May I recommend a kosher bird?

Of course I may. It's my blog.

And so I'll share with you the advice I gave to my neighbor this morning (that's what I do after depositing Sophie in the carpool: stand in front of my house and disseminate advice and opinions about food). Cancel the expensive free-range, college-educated, organic bird you have ordered from your fancy butcher and go to Trader Joe's to buy an Empire Kosher turkey. They're of course more expensive than a regular bird but are so much more flavorful and are nearly impossible to overcook to that dry crumbly state. Here's the thing: the kosher process gives you in effect what you would have from brining a turkey. I know brining is all the rage, but don't you have something else you would rather do with that refrigerator space?? Brining is great. I've got pork chops brining in my fridge right now, but brining something as large as a turkey is a pain in the butt.

And don't listen to the New York Time's advice that you should refrain from rinsing your bird. You need to give a kosher bird a good rinse or the pan drippings will be too salty for making gravy.

This is the effect I will be going for.

Last year we were at Husband's Aunt Nancy's for Thanksgiving, and she produced this beautiful and delicious bird by covering the bird with cheesecloth soaked in white wine and melted butter. She covered this with foil for most of the roasting, removing it at the end to brown things up nicely. I have a smaller over that heats unevenly (the downside of having a lovely vintage stove), so I probably won't end up with a bird as uniformly brown. But it will taste good.

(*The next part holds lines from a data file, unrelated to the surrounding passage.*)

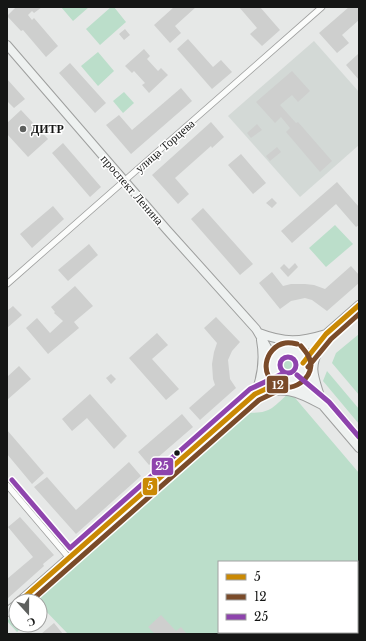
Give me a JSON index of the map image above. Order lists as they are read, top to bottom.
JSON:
{
  "streets": {
    "street": ["улица Торцева", "проспект Ленина"]
  },
  "crossings": [
    ["улица Торцева", "проспект Ленина"]
  ],
  "places": ["ДИТР"],
  "lines": ["transit line 5", "transit line 12", "transit line 25"],
  "legend": ["5", "12", "25"],
  "north": "bottom"
}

If you visit the Empire Poultry website, they also have a very useful glossary, allegedly for food professionals, that includes everything from bagel to Mazel Tov. But they forgot schiksa. That's an important word, right? As in "Good Lord, there's a schiksa in my kitchen!!"


Jen Yu said...

If I had a Trader Joes closer than 7 hours... I'm dry-brining this year (rather, we're actually eating a turkey this year!) and I'll let you know how it turns out. I'll post it tonight. I guarantee that it has got to be easier to dry brine a bird than to dry brine AND photograph it (for blogging). Sometimes I think food blogging really puts the kibosh on my cooking. But I like your idea and I think I agree with covering the bird first then browning it at the end versus some other info I saw that suggested browning first then covering - how dumb is that? Who wants it to reach brown crispiness only to steam it up for the remaining 2 hours or so?

Deb said...

mmm...looks good. Just went to Trader Joe's this morning, and got a turkey!

How great is TJ's?

Tina said...

I'm so excited for Turkey Day!

Anonymous said...

A little trick my dad did to ensure a nicely browned juicy turkey was to oil a large brown paper bag completely, and cover the bird with it from the very start while cooking. Turns out amazing.

NJDecorator said...

I always use wither s fressh or kosher turkey. Growing up around kosher food has made me appreciate how much jucier kosher meat is...of and BTW how bland kosher food can be!

Just check the whole bird for feathers or feather tips - they ar enot the absolute best at cleaning the skin off.